SCIENZA E RICERCA

L'ospedale si sposta a casa e costa meno

“A quel tempo vedevo poco, ma sentivo moltissimo i profumi. Sentivo il profumo di casa, il profumo di mia madre, dell’ammorbidente che usava per le lenzuola, del cibo che mi preparava e mi sembrava quasi di tornare bambina. Non percepivo più l’odore acre del sangue, ma il profumo di casa mia che mi dava una sensazione di pace e di protezione”. Lucia aveva 40 anni, una figlia di cinque e soffriva di aplasia midollare. Dopo quasi un anno di ospedale, non più autosufficiente, le fu proposto di essere ricoverata a casa. “Per me fu una salvezza e da quel momento ebbi una spinta fortissima alla sopravvivenza”.

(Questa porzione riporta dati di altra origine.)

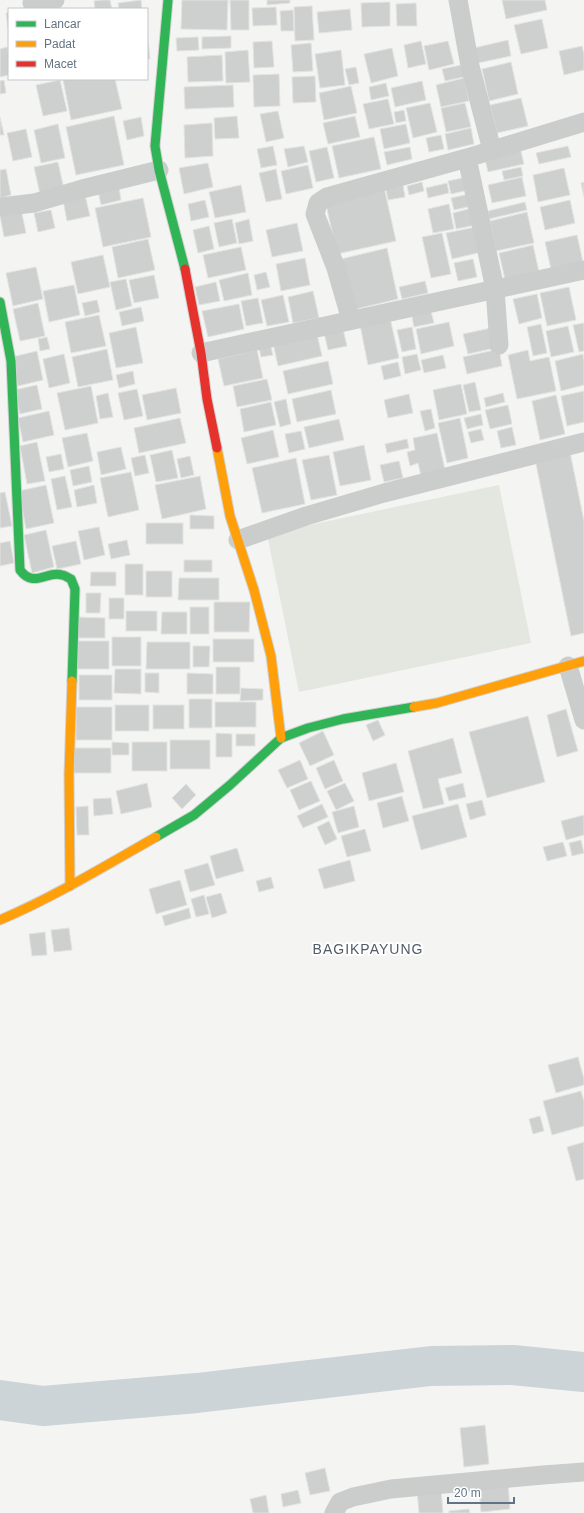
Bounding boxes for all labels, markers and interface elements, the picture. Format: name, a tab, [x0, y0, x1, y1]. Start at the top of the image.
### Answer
legend	[8, 8, 148, 80]
text: Lancar	[44, 17, 81, 31]
text: Padat	[44, 37, 76, 51]
text: Macet	[44, 57, 77, 71]
district label: BAGIKPAYUNG	[313, 941, 423, 957]
scale bar	[448, 1479, 514, 1505]
text: 20 m	[454, 1486, 481, 1500]

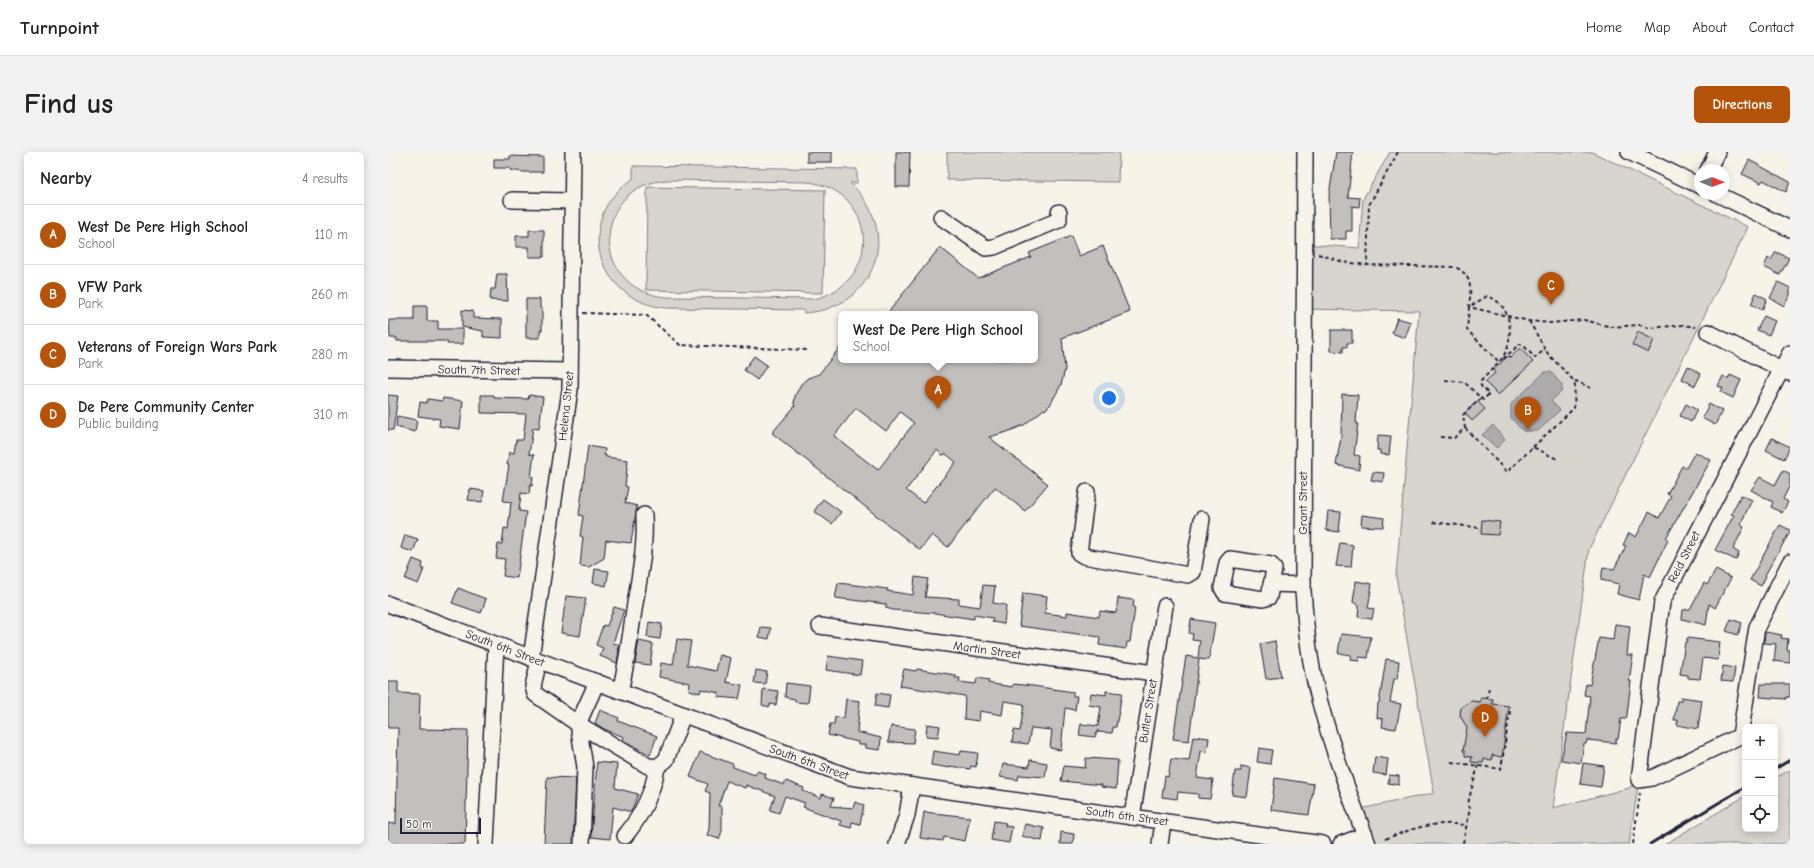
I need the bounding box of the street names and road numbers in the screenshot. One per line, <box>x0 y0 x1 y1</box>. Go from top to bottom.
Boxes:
street label: South 7th Street <box>438 362 521 378</box>
street label: Helena Street <box>555 370 577 442</box>
street label: Grant Street <box>1296 471 1310 535</box>
street label: Reid Street <box>1665 528 1703 585</box>
street label: South 6th Street <box>464 627 547 670</box>
street label: Martin Street <box>952 638 1022 662</box>
street label: Butler Street <box>1136 678 1160 744</box>
street label: South 6th Street <box>767 741 851 783</box>
street label: South 6th Street <box>1085 803 1170 829</box>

Ormai da 20 anni l’ospedalizzazione a domicilio attrae l’attenzione della comunità scientifica internazionale. Del resto esistono contingenze che spingono in questa direzione. Basti pensare alla scarsità di risorse economiche in ambito sanitario e alla necessità di tagliare i costi, all’invecchiamento della popolazione, all’aumento delle malattie croniche e alla loro riacutizzazione e al progresso in campo tecnologico. Con queste premesse molti Paesi, dall’Australia alla Nuova Zelanda agli Stati Uniti, hanno realizzato progetti di ospedalizzazione a domicilio. Una forma di assistenza sanitaria presente anche in Europa: già nel 2011 in Spagna esistevano più di 70 “unidad de hospitalización a domicilio” e in Inghilterra erano 139 nel 2000 con altre 100 in fase di progettazione. In Italia il modello più strutturato proviene dall’azienda ospedaliero-universitaria Città della salute e della scienza di Torino.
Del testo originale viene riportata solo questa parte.